I was trying to understand how Mojo treats package path segments that overlap
with language keywords, especially for generated code where package names may
come from an external schema.
I wrote a small standalone probe that creates a temporary package for each
candidate name, then asks Mojo to compile imports of both forms:
from keyword import keyword_package_probe_value
from probe_root.keyword import keyword_package_probe_value
The probe is here:
pixi run bash issues/mojo_keyword_package_names.sh
Tested with:
Mojo 1.0.0b2.dev2026051506 (795a5e20)
# Result
These names were accepted without escaping, both as a top-level package name and
as a dotted package segment:
AnyType Bool _mlir_op borrowed capturing constrained deinit inout let mut out owned raises read take
These names were rejected without escaping:
False None Self True alias and as async await break class comptime continue def elif else except finally fn for from global if import in lambda nonlocal not or pass raise ref return struct trait try var while with yield
The top-level and dotted-segment results were identical in this test.
# Why I am asking
Some of the accepted names surprised me. For example, `mut`, `out`, `read`,
`deinit`, and `take` are treated as reserved in other syntactic positions, but
they are accepted as unescaped package path segments:
from mut import keyword_package_probe_value
from probe_root.mut import keyword_package_probe_value
Meanwhile, names like `ref`, `var`, `def`, and `struct` are rejected.
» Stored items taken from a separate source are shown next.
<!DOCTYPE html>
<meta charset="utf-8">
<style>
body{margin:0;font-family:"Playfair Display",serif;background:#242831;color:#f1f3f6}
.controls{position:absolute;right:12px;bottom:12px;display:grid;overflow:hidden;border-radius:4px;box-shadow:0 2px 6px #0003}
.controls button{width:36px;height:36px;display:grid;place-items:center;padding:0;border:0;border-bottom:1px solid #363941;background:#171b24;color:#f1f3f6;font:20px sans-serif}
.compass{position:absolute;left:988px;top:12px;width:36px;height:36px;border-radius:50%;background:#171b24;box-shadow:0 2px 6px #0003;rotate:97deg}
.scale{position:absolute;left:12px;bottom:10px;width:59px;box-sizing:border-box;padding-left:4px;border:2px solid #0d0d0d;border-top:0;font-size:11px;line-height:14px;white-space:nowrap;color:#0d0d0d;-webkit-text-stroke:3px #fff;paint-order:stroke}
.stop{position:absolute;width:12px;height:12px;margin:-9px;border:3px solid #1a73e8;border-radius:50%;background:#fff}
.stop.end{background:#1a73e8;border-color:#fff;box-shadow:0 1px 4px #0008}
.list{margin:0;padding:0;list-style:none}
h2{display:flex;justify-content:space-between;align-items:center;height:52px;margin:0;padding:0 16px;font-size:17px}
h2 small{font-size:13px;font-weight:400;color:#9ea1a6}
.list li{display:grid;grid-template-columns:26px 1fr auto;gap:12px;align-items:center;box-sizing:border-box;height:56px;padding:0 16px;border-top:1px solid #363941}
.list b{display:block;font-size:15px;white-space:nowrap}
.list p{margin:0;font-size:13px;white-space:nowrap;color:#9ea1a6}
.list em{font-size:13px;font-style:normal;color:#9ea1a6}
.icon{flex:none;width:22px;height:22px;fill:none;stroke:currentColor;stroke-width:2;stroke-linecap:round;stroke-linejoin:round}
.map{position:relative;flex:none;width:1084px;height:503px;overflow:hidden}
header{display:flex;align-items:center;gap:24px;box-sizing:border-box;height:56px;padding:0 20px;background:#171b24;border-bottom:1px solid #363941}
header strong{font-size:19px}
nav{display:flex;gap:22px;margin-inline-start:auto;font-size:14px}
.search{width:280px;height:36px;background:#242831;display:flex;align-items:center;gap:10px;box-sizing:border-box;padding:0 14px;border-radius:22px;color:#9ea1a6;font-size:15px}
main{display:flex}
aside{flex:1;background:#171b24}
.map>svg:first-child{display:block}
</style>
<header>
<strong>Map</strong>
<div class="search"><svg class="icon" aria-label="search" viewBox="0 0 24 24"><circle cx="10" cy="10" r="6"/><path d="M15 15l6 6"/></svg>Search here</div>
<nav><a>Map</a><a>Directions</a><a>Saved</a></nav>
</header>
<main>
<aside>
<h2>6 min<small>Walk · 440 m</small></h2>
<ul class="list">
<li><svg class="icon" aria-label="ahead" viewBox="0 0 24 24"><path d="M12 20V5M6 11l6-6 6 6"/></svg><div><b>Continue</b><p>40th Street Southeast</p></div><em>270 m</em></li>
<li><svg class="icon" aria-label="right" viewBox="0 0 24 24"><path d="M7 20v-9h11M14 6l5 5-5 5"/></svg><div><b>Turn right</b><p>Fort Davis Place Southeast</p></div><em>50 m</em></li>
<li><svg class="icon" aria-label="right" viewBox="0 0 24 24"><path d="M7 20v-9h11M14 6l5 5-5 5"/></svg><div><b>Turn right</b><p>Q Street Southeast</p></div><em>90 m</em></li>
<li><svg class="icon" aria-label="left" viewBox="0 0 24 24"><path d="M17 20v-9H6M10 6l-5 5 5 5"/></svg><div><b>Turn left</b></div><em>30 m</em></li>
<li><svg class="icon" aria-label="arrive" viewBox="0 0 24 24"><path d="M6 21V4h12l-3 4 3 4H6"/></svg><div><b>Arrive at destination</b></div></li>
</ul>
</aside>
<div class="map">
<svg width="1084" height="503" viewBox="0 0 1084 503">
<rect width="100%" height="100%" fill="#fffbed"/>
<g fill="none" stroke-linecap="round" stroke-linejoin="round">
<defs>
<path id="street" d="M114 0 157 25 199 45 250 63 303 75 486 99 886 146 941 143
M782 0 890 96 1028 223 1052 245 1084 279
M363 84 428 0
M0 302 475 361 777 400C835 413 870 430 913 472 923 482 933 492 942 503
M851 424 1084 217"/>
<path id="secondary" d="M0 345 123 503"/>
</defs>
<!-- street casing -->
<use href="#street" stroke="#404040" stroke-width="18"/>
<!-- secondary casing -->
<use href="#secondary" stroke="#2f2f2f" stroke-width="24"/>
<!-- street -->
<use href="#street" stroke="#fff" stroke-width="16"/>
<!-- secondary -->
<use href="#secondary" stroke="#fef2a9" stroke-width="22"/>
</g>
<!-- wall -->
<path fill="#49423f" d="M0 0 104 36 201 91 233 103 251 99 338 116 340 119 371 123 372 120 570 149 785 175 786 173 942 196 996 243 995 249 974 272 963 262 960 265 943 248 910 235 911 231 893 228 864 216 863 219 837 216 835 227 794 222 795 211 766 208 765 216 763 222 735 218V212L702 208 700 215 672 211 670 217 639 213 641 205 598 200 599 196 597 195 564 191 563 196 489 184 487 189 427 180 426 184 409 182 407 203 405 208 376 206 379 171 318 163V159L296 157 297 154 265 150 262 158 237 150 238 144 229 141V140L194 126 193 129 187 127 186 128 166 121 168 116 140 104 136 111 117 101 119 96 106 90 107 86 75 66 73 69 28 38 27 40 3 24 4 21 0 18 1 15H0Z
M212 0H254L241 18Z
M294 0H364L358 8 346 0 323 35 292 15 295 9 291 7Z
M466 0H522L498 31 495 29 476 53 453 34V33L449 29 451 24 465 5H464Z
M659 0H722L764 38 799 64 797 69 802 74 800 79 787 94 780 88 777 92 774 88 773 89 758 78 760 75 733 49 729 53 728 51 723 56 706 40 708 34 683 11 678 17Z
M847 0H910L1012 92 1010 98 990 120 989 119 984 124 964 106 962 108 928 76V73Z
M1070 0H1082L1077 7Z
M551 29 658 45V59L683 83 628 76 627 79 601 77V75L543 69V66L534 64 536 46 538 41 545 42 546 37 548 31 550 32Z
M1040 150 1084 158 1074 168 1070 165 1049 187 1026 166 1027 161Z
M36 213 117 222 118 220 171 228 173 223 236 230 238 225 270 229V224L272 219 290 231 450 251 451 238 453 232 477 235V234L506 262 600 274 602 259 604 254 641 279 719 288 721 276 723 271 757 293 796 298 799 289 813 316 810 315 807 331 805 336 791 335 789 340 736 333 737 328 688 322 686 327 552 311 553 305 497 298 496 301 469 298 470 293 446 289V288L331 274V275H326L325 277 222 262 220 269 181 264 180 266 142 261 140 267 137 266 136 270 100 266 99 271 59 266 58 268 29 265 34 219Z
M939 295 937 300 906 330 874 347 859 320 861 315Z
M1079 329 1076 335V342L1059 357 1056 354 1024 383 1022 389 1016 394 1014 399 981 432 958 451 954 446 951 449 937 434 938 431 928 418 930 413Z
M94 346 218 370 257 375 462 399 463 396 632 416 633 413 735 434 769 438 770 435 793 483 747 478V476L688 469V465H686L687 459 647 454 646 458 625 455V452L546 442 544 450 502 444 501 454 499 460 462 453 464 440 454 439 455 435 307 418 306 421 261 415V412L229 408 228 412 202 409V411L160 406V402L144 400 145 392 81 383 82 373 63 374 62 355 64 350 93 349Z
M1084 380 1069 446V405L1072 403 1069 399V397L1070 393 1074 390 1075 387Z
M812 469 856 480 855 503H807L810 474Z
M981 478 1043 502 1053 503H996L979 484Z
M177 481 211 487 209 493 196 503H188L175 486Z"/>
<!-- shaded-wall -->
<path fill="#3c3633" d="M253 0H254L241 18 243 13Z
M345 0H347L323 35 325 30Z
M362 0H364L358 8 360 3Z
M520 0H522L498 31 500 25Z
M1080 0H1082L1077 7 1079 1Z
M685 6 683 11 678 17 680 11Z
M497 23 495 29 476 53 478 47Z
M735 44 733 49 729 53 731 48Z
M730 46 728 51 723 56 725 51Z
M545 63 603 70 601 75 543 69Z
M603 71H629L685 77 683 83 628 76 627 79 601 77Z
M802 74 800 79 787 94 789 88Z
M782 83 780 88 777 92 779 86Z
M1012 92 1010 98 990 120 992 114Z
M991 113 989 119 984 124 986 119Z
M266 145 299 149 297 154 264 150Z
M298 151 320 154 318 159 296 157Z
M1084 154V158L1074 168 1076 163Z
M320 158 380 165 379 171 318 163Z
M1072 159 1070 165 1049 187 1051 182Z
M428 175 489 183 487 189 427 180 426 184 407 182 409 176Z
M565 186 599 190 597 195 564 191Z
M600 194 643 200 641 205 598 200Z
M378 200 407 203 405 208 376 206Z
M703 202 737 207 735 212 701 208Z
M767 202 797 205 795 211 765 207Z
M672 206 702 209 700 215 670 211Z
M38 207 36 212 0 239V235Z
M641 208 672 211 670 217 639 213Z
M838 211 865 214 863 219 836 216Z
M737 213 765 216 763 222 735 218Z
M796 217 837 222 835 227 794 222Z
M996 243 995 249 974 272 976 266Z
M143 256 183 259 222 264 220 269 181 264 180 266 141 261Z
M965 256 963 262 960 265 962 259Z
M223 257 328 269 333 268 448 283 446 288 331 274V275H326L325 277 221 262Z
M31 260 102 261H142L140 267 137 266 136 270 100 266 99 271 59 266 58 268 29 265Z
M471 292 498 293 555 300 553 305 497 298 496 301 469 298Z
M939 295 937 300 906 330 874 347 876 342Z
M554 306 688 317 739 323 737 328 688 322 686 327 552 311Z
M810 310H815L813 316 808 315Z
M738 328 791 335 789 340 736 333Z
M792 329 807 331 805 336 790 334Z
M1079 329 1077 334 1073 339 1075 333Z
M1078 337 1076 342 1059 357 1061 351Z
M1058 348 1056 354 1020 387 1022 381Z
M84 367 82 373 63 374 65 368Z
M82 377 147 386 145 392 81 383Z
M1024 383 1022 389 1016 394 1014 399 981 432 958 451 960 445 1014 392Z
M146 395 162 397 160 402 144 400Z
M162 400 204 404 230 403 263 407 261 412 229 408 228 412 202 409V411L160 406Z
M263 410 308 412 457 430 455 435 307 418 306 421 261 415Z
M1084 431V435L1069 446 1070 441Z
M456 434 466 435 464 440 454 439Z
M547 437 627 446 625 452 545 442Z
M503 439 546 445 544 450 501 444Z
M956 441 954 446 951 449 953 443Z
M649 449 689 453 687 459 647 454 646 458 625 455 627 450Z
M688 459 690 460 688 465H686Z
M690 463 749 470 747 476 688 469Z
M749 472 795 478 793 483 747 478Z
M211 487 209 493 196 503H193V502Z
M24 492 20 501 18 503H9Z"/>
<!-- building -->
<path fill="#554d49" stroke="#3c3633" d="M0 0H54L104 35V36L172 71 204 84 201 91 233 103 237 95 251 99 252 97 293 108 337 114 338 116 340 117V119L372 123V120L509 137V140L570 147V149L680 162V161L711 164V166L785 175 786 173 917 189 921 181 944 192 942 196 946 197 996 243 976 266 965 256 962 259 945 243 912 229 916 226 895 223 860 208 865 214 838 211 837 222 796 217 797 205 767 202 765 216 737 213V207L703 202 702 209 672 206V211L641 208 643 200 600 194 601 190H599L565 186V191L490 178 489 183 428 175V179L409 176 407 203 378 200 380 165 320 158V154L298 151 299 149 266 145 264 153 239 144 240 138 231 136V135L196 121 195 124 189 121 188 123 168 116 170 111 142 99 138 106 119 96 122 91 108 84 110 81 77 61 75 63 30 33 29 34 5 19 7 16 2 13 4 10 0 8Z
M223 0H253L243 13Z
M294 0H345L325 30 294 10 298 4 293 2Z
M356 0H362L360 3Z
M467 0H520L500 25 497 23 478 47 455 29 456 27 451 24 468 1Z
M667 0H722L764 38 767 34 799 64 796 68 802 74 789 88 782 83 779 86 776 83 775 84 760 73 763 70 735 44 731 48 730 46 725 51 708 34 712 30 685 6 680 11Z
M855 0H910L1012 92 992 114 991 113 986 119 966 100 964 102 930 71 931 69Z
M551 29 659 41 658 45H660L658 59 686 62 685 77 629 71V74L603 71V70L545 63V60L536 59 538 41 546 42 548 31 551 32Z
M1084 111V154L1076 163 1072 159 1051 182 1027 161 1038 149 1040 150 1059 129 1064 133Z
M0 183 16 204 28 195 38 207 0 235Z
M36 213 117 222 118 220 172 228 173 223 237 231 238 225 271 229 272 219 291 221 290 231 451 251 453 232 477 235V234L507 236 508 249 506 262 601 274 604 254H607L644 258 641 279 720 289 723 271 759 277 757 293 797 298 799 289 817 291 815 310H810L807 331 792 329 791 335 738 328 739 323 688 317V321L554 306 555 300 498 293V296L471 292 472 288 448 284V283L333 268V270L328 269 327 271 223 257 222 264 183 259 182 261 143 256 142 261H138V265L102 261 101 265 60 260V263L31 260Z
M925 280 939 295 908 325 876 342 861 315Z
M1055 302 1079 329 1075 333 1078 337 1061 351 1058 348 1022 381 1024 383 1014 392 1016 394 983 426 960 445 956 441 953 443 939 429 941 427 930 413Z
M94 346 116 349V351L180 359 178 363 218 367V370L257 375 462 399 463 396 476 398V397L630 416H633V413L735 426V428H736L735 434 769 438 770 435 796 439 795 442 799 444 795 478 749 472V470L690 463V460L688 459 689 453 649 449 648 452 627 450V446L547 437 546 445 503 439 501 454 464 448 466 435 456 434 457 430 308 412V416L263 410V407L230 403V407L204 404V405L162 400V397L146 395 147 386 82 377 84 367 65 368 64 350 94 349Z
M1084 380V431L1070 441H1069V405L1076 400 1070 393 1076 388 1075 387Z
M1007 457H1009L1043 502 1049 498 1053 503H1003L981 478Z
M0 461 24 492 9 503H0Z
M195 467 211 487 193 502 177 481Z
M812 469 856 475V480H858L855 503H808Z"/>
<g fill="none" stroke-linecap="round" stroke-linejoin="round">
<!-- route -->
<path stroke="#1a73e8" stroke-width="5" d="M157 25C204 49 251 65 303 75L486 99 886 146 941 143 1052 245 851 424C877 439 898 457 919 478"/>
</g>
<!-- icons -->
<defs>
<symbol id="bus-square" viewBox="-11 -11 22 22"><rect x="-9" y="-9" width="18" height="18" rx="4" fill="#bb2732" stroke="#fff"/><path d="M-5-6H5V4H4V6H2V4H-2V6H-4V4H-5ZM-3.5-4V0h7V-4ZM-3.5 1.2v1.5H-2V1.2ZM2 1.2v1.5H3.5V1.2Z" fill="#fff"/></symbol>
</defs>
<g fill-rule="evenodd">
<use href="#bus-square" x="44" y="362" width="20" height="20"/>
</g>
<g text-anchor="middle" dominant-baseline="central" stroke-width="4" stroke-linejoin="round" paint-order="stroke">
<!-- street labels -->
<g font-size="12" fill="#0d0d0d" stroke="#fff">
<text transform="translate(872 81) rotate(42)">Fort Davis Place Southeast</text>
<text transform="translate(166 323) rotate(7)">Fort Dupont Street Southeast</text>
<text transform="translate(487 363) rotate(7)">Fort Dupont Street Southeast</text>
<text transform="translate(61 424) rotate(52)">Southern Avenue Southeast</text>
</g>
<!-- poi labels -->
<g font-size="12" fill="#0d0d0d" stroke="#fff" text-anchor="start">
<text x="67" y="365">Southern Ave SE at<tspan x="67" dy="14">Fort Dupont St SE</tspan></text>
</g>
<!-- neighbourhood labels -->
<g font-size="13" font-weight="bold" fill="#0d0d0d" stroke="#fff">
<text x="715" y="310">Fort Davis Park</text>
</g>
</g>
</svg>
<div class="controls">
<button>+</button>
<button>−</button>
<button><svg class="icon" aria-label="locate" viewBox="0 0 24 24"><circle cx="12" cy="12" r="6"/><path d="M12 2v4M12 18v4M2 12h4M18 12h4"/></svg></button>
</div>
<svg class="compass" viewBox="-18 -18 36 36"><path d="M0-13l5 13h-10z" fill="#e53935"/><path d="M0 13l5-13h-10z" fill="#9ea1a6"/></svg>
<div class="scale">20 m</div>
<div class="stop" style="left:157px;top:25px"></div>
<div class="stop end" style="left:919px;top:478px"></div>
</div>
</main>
Is this split intentional and stable, or is it an implementation detail of the current parser/import grammar?
In particular:
1. Should generated Mojo code conservatively escape all package segments that overlap with contextual or reserved keywords?
2. Is there an official list of words that are illegal as unescaped package path segments?
3. Should package path segments follow the same identifier rules as ordinary local names, or is the import grammar intentionally more permissive?
Thanks! I can share the full probe script if helpful; it just creates temporary `_init_.mojo` files and compiles one generated import file per candidate.